RECORDS FOR THIS EXERCISE
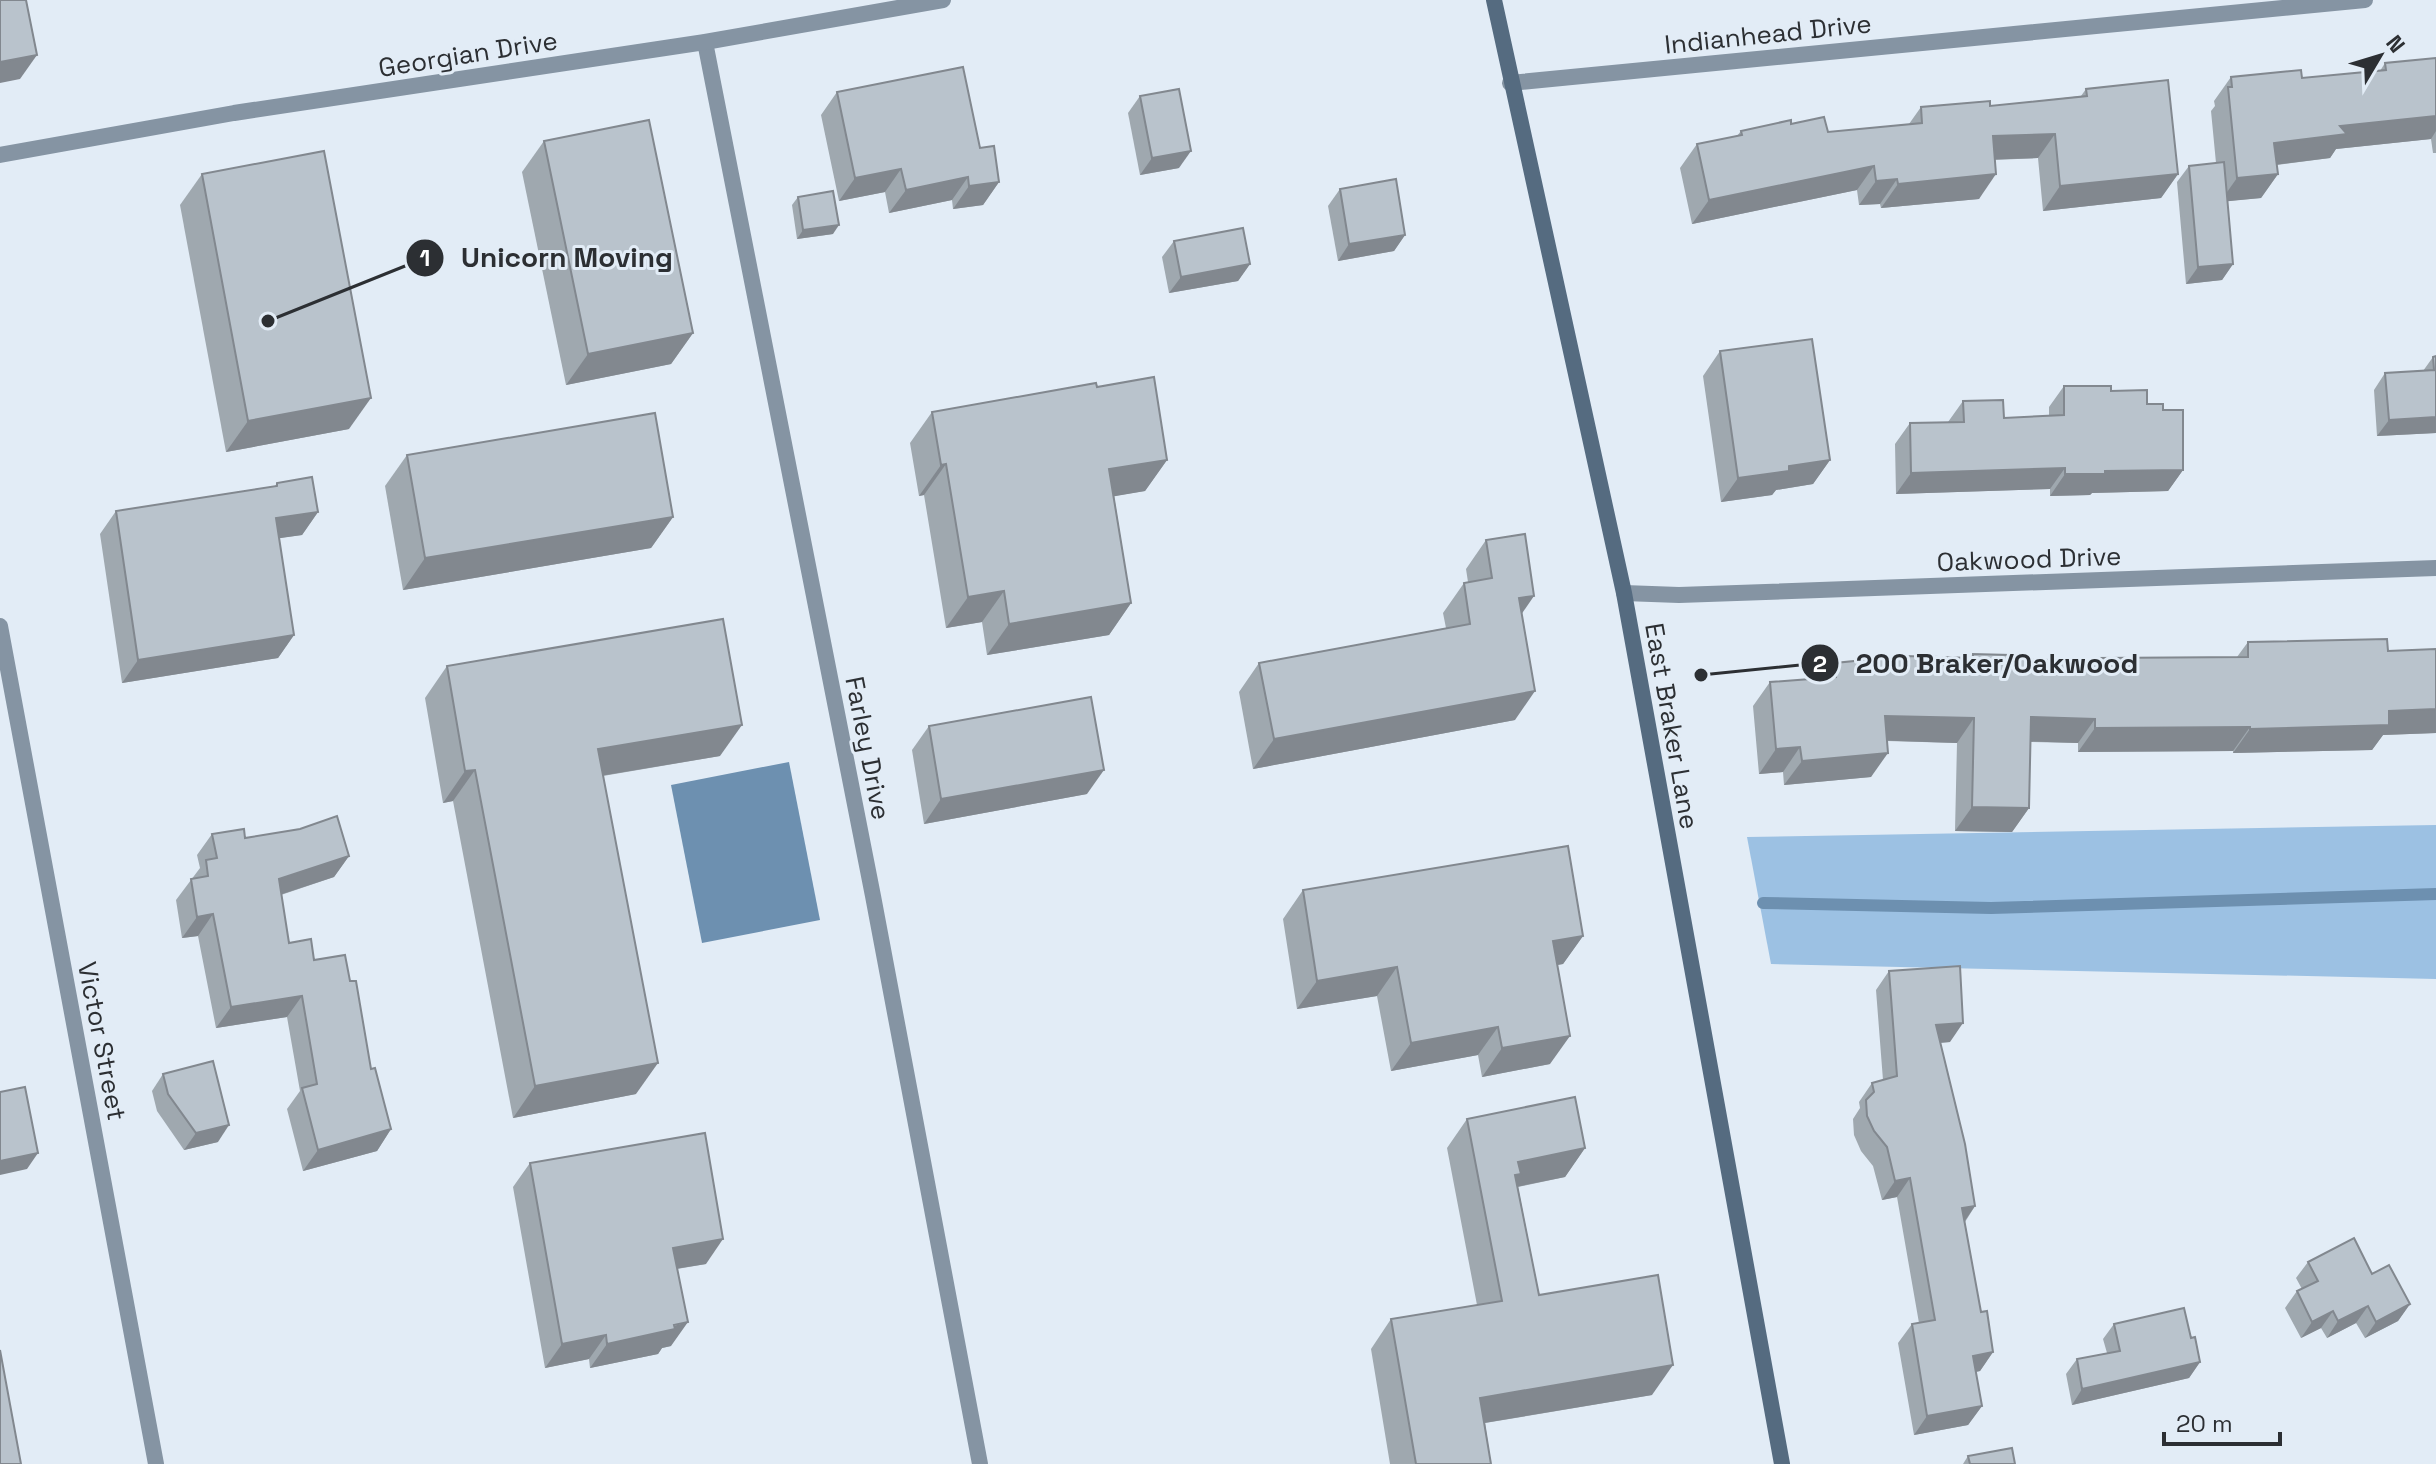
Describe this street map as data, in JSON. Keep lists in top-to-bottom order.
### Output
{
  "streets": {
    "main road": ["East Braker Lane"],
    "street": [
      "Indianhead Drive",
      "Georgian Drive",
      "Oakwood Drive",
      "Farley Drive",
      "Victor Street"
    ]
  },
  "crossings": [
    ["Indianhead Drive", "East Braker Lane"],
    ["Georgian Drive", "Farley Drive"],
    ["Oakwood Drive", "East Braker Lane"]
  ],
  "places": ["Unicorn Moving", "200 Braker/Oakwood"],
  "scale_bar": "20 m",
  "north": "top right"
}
--
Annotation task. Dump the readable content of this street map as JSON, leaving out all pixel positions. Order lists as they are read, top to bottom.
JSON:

YOUR INSTRUCTIONS
For the records above, state the number of lines that include the string "JSON" and add nothing.

RESULT FOR THIS TASK
3